The Daleks have a nearly complete set of TARDIS team action figures and just need the Doctor to complete their collection.
Maybe I missed it, but why does Davros have to stay on the station? Is that really the only laboratory they could find for him? I’m pressing x to doubt.
Oh whoops, Rodney Bewes has become Michael Palin’s character from
A Fish Called Wanda.
*Self-destruct opens*
Rula Lenska: “Why am I so excited? This is the last thing I’ll ever do.”
Whoa. 2deep4me.
I’m impressed Tegan’s outrunning the policemen in high heels.
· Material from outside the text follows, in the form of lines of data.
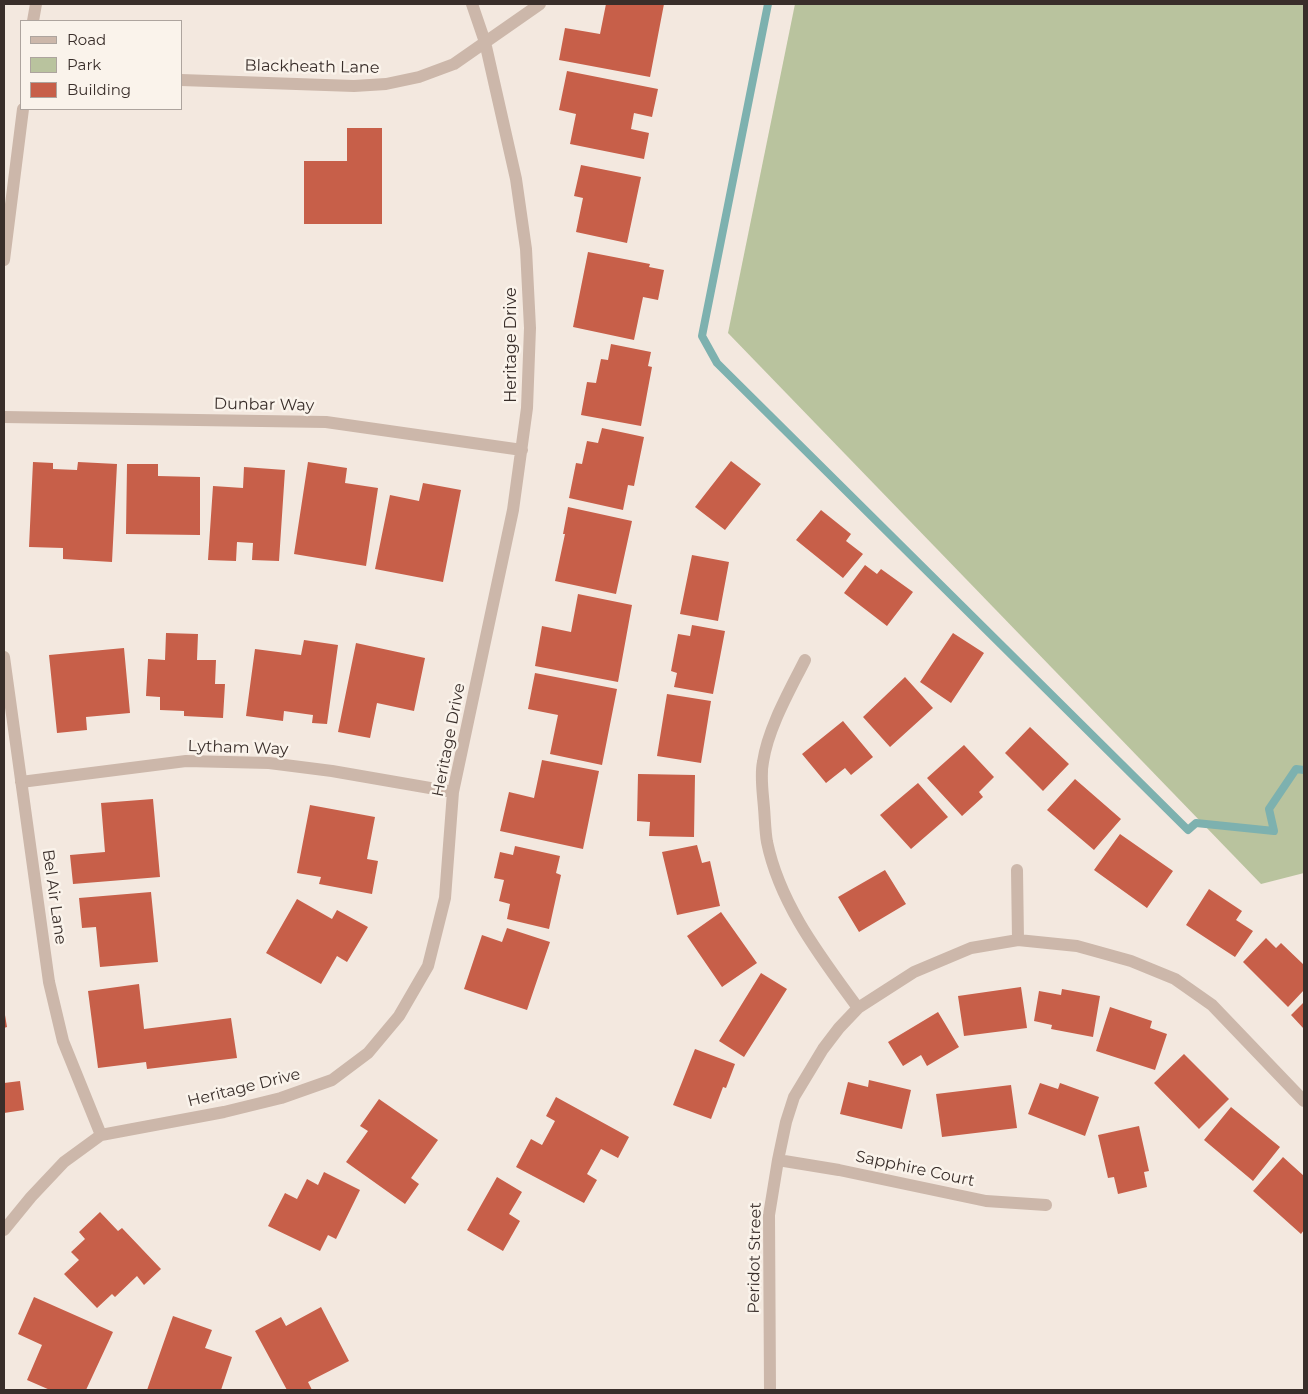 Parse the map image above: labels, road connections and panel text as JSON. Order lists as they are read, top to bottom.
{
  "streets": {
    "street": [
      "Blackheath Lane",
      "Heritage Drive",
      "Dunbar Way",
      "Lytham Way",
      "Bel Air Lane",
      "Sapphire Court",
      "Peridot Street"
    ]
  },
  "crossings": [
    ["Blackheath Lane", "Heritage Drive"],
    ["Heritage Drive", "Dunbar Way"],
    ["Heritage Drive", "Lytham Way"],
    ["Heritage Drive", "Bel Air Lane"],
    ["Lytham Way", "Bel Air Lane"],
    ["Sapphire Court", "Peridot Street"]
  ],
  "legend": ["Road", "Park", "Building"]
}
This episode doesn’t take any prisoners. First the hobo gets gunned down in cold blood, now some poor old coot metal detecting.
Nooooo! Rula Lenska’s dead. Will the other celebrity guests survive this episode?
That scientist lady screamed too much for my liking. Thank fuck she’s gone.
I like Terry Molloy as Davros, but he doesn’t half rant in this story.
Do the corridors on the Dalek ship have a perception filter or something? How did Turlough miss the fucking TARDIS right next to him?
Good thing Rodney Bewes shut off the duplication machine. The Doctor could’ve remembered the Morbius Doctors again (I am not calling them the Timeless Child Doctors, fuck that shit).
Supreme Dalek: “The Doctor is free! Your troopers have failed!”
Lytton: “More to the point, where were your Daleks?”
Oh snap.
The Dalek troopers look utterly bored while they’re being tied to the tables. They don’t even try to fight back. Maybe they’re into that.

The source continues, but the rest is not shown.